Mitigating the Debt-Climate Trade-off
Rising interest rates are pushing low-income, climate-vulnerable countries into debt distress, making it even more challenging for their governments to invest in conservation and decarbonization. But innovative financial solutions like debt-for-nature swaps could help alleviate debt burdens while strengthening climate resilience.
CAIRO – The sharp, almost synchronized, pivot by most of the world’s major central banks in raising interest rates has highlighted the growth-inflation trade-off that most countries now face. But it has given rise to another significant macroeconomic challenge – the Herculean task of balancing debt sustainability with climate-change mitigation and adaptation. The challenge is especially formidable in the Global South, where the rising cost of servicing external debts has reduced countries’ fiscal space and ability to pursue climate action.
Global warming is intensifying, and its negative spillovers are disproportionately felt in low-income, climate-vulnerable economies. Although these countries have contributed the least to the looming climate catastrophe, they find themselves on the frontlines of a crisis that, by increasing the frequency and likelihood of large economic contractions, represents a major long-term development risk. For example, the economic and social costs of the floods suffered by Pakistan in 2022 resulted in an estimated output loss of 2.2% of GDP.

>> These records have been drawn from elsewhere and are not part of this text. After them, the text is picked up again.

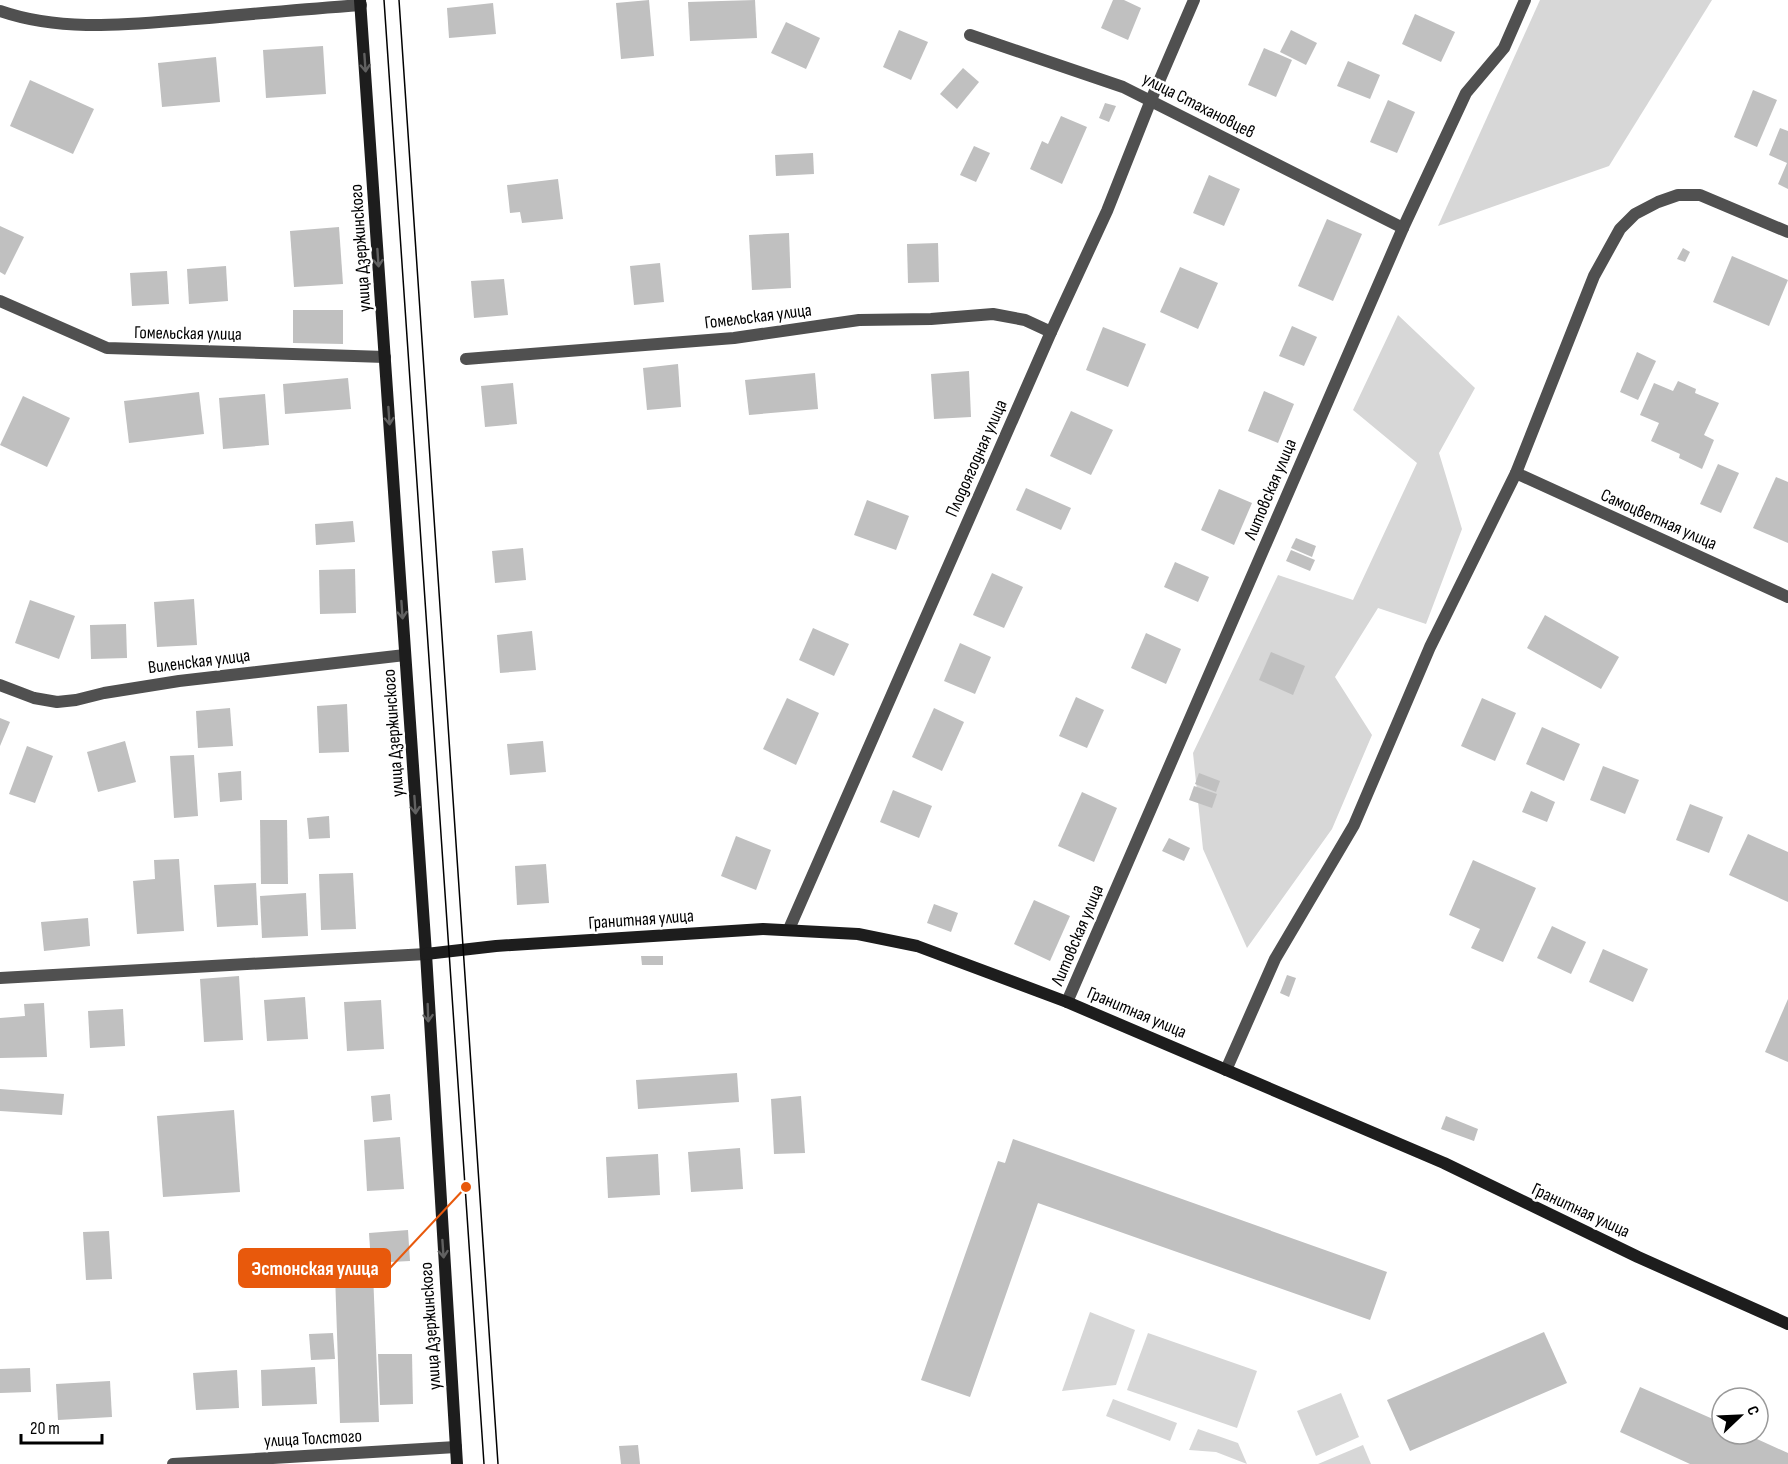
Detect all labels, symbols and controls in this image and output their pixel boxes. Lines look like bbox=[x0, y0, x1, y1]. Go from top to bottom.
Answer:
one-way arrow bbox=[359, 53, 370, 73]
street label: улица Стахановцев bbox=[1139, 68, 1258, 143]
street label: улица Дзержинского bbox=[346, 183, 375, 313]
one-way arrow bbox=[373, 247, 384, 267]
street label: Гомельская улица bbox=[703, 299, 813, 333]
street label: Гомельская улица bbox=[134, 322, 242, 345]
street label: Плодоягодная улица bbox=[941, 396, 1012, 520]
one-way arrow bbox=[384, 405, 395, 425]
street label: Литовская улица bbox=[1239, 436, 1301, 544]
street label: Самоцветная улица bbox=[1597, 484, 1720, 554]
one-way arrow bbox=[397, 600, 408, 620]
street label: Виленская улица bbox=[147, 645, 251, 678]
street label: улица Дзержинского bbox=[379, 668, 408, 798]
one-way arrow bbox=[410, 794, 421, 814]
street label: Литовская улица bbox=[1046, 882, 1108, 990]
street label: Гранитная улица bbox=[588, 905, 695, 934]
street label: Гранитная улица bbox=[1084, 982, 1190, 1043]
one-way arrow bbox=[422, 1002, 433, 1022]
street label: Гранитная улица bbox=[1528, 1179, 1633, 1242]
one-way arrow bbox=[437, 1239, 448, 1259]
callout: Эстонская улица bbox=[239, 1249, 390, 1287]
text: Эстонская улица bbox=[251, 1257, 379, 1281]
street label: улица Дзержинского bbox=[416, 1261, 445, 1391]
north arrow bbox=[1710, 1386, 1770, 1446]
text: С bbox=[1742, 1403, 1763, 1418]
scale bar bbox=[21, 1407, 102, 1445]
text: 20 m bbox=[30, 1418, 60, 1439]
street label: улица Толстого bbox=[263, 1425, 363, 1452]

As aggressive monetary tightening pushes more developing countries into or close to debt distress, addressing climate change becomes even more daunting. Fortunately, innovative nature-based financial solutions that can help avert both climate and debt crises have emerged. Debt-for-nature swaps, for example, enable countries to restructure their debt at a lower interest rate or longer maturity, with the proceeds being channeled to carbon-abatement projects.